AIM OF THE TASK —
What's needed is the listing below, repeated word for word with no pictures.

SUPPLIED DATA —
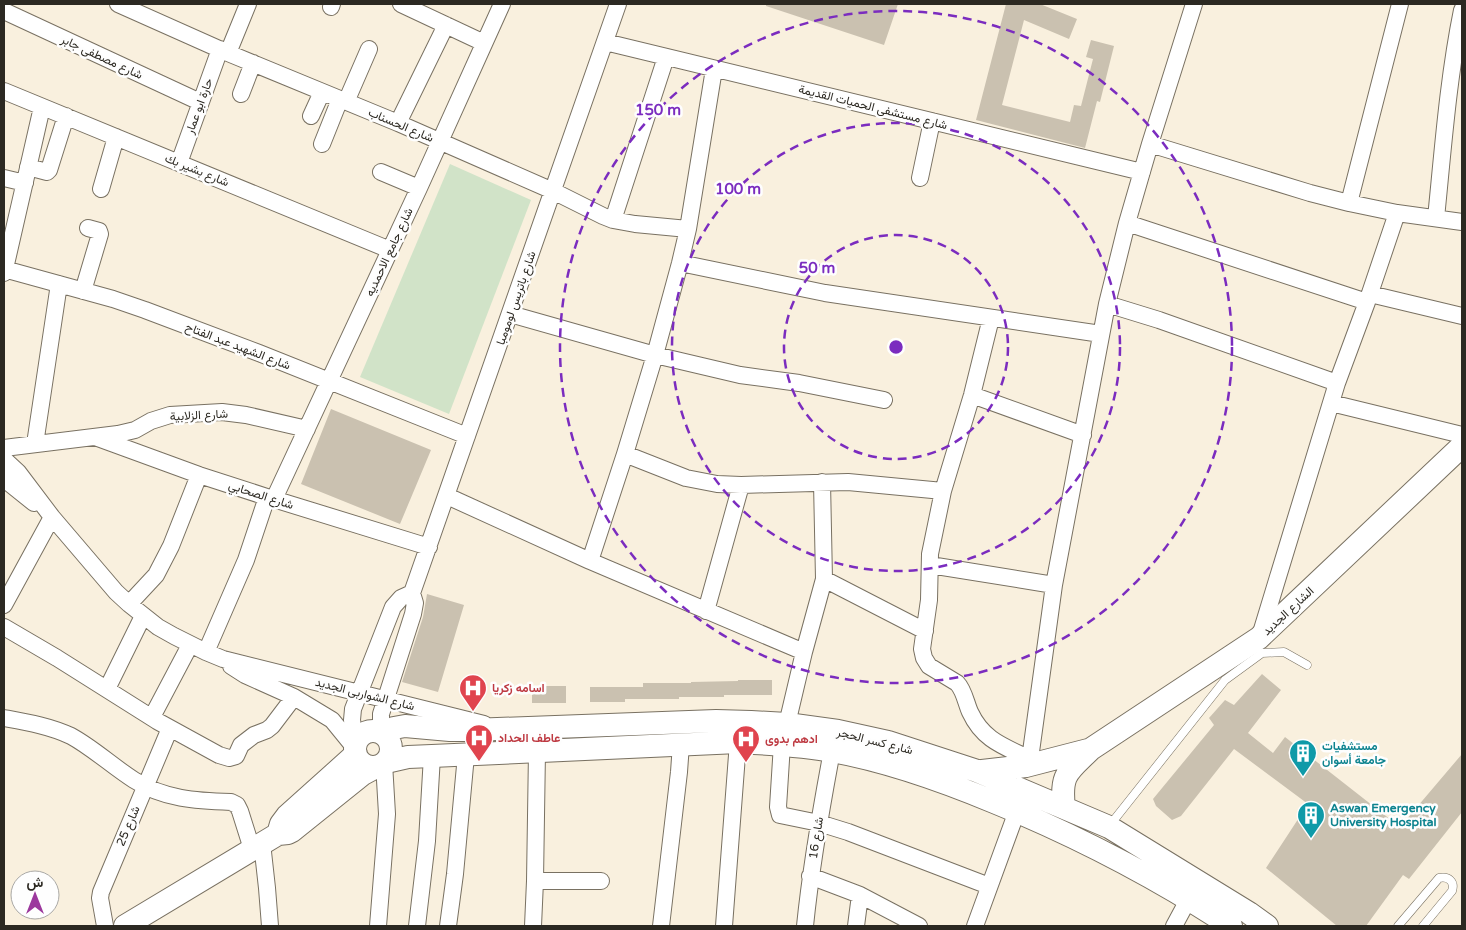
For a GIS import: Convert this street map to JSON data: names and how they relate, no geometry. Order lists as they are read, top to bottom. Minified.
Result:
{"streets":{"main road":["الشارع الجديد","شارع كسر الحجر"],"street":["شارع مصطفى جابر","حارة ابو عمار","شارع مستشفى الحميات القديمة","شارع الحسناب","شارع بشير بك","شارع جامع الاحمديه","شارع باتريس لومومبا","شارع الشهيد عبد الفتاح","شارع الزلابية","شارع الصحابي","شارع الشواربى الجديد","شارع 25","شارع 16"]},"crossings":[["شارع مصطفى جابر","حارة ابو عمار"],["حارة ابو عمار","شارع الحسناب"],["حارة ابو عمار","شارع بشير بك"],["شارع مستشفى الحميات القديمة","شارع باتريس لومومبا"],["شارع الحسناب","شارع جامع الاحمديه"],["شارع الحسناب","شارع باتريس لومومبا"],["شارع بشير بك","شارع جامع الاحمديه"],["شارع جامع الاحمديه","شارع الشهيد عبد الفتاح"],["شارع جامع الاحمديه","شارع الزلابية"],["شارع جامع الاحمديه","شارع الصحابي"],["شارع جامع الاحمديه","شارع الشواربى الجديد"],["شارع باتريس لومومبا","شارع الشهيد عبد الفتاح"],["شارع باتريس لومومبا","شارع الصحابي"],["شارع باتريس لومومبا","شارع الشواربى الجديد"],["شارع باتريس لومومبا","شارع كسر الحجر"],["شارع الزلابية","شارع الصحابي"],["الشارع الجديد","شارع كسر الحجر"],["شارع الشواربى الجديد","شارع كسر الحجر"],["شارع كسر الحجر","شارع 16"]],"places":{"hospital":["اسامه زكريا","عاطف الحداد","ادهم بدوى"],"building":["مستشفيات جامعة أسوان","Aswan Emergency University Hospital"]},"north":"top","rings":["150 m","100 m","50 m"]}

OUTPUT BELOW —
For a GIS import: Convert this street map to JSON data: names and how they relate, no geometry. Order lists as they are read, top to bottom. Minified.
Result:
{"streets":{"main road":["الشارع الجديد","شارع كسر الحجر"],"street":["شارع مصطفى جابر","حارة ابو عمار","شارع مستشفى الحميات القديمة","شارع الحسناب","شارع بشير بك","شارع جامع الاحمديه","شارع باتريس لومومبا","شارع الشهيد عبد الفتاح","شارع الزلابية","شارع الصحابي","شارع الشواربى الجديد","شارع 25","شارع 16"]},"crossings":[["شارع مصطفى جابر","حارة ابو عمار"],["حارة ابو عمار","شارع الحسناب"],["حارة ابو عمار","شارع بشير بك"],["شارع مستشفى الحميات القديمة","شارع باتريس لومومبا"],["شارع الحسناب","شارع جامع الاحمديه"],["شارع الحسناب","شارع باتريس لومومبا"],["شارع بشير بك","شارع جامع الاحمديه"],["شارع جامع الاحمديه","شارع الشهيد عبد الفتاح"],["شارع جامع الاحمديه","شارع الزلابية"],["شارع جامع الاحمديه","شارع الصحابي"],["شارع جامع الاحمديه","شارع الشواربى الجديد"],["شارع باتريس لومومبا","شارع الشهيد عبد الفتاح"],["شارع باتريس لومومبا","شارع الصحابي"],["شارع باتريس لومومبا","شارع الشواربى الجديد"],["شارع باتريس لومومبا","شارع كسر الحجر"],["شارع الزلابية","شارع الصحابي"],["الشارع الجديد","شارع كسر الحجر"],["شارع الشواربى الجديد","شارع كسر الحجر"],["شارع كسر الحجر","شارع 16"]],"places":{"hospital":["اسامه زكريا","عاطف الحداد","ادهم بدوى"],"building":["مستشفيات جامعة أسوان","Aswan Emergency University Hospital"]},"north":"top","rings":["150 m","100 m","50 m"]}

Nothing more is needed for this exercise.